Screen Gems, Stage 6 Films and Blumhouse Productions’ Insidious: The Red Door (dubbed from the Hollywood film of the same name; A) is a horror drama. It is a sequel to Insidious (2010) and Insidious: Chapter 2 (2013) and the fifth instalment in the Insidious franchise.

It is set ten years after the events of the second film. Josh Lambert (Patrick Wilson) goes to drop son Dalton (Ty Simpkins) to an ivy-league university. However, Dalton’s repressed demons of the past return to haunt him. Father Josh faces the same situation. His past demons also won’t leave him. In other words, both, father and son, travel to The Further and suffer so much that the only way out is for both of them to put the demons to rest once and for all. That’s the only chance that the haunting will end. But will Josh and Dalton Lambert be able to bury their traumatic pasts?

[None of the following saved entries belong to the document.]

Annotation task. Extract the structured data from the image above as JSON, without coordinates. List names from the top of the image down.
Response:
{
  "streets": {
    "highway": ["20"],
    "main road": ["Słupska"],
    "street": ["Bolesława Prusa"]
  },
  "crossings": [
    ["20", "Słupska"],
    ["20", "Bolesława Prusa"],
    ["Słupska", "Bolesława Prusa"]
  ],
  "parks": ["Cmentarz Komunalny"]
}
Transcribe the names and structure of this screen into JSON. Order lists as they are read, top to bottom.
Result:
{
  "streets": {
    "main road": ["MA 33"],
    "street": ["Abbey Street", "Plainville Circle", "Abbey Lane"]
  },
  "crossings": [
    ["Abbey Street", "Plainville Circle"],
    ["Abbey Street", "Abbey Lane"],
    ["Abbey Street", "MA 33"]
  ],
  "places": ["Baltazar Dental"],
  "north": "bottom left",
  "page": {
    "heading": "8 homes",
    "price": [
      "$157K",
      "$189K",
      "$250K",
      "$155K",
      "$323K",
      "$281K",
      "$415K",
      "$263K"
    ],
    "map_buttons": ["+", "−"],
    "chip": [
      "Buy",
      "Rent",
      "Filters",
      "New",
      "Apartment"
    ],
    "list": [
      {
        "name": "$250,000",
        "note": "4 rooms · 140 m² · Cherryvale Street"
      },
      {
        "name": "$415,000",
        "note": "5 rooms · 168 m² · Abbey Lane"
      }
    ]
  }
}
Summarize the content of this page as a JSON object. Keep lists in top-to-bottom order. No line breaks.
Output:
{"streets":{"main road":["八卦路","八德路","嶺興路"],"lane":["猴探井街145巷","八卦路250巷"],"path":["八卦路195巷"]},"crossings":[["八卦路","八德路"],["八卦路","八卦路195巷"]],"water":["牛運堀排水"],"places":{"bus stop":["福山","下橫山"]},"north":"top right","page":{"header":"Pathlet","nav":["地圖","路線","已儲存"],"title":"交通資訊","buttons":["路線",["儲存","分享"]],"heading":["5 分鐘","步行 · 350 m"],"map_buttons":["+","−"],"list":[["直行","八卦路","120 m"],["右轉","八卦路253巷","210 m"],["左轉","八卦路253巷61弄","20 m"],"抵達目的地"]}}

Leigh Whannell and Scott Teems have written a story that is truly horror-filled. Scott Teems’ screenplay is chilling and also novel as two persons get transported to the past and they both are related to each other. What’s more, the past demons of both relate to the same incidents. Although the horror quotient also has an emotional angle to it because it involves a father and son, the writer has not been able to exploit the emotional side as much as he should have. It is because of this that the audience does not get emotionally invested in the drama. The horror scenes are scary and send chills down the viewers’ spines.

Ty Simpkins does a fairly good job as Dalton Lambert. Patrick Wilson is quite nice as Josh Lambert. Sinclair Daniel is very natural as Chris. Rose Byrne lends lovely support in the role of Renai Lambert. Andrew Astor is okay as Foster Lambert. Hiam Abbass suits the character of Professor Armagan. Lin Shaye has her moments as Elise Rainier. Juliana Davies (as Kali Lambert), Steve Coulter (as Carl), Peter Dager (as Nick the Dick), Joseph Bishara (as the lipstick demon), Stephen Gray (as the sick kid), and the others provide reasonable support.

Patrick Wilson’s direction is quite nice. Joseph Bishara’s background music is decent. Autumn Eakin’s cinematography is very good. Adam Reamer’s production designing and Abraham Chan’s art direction are appropriate. Editing is quite sharp. Dubbing is good.

On the whole, Insidious: The Red Door is quite a novel horror film with a good dose of thrills and chills. If, in spite of this, it still doesn’t do the numbers, it will be because of the absence of star names in the cast and minimal promotion and, therefore, lack of awareness about its release.

Released on 5-7-’23 at Movie Time Goregaon (1 show) and some cinemas and on 6-7-’23 at Gemini (daily 3 shows) and other cinemas of Bombay by Sony Pictures Films India Pvt. Ltd. Publicity: ordinary. Opening: dull. …….Also released all over.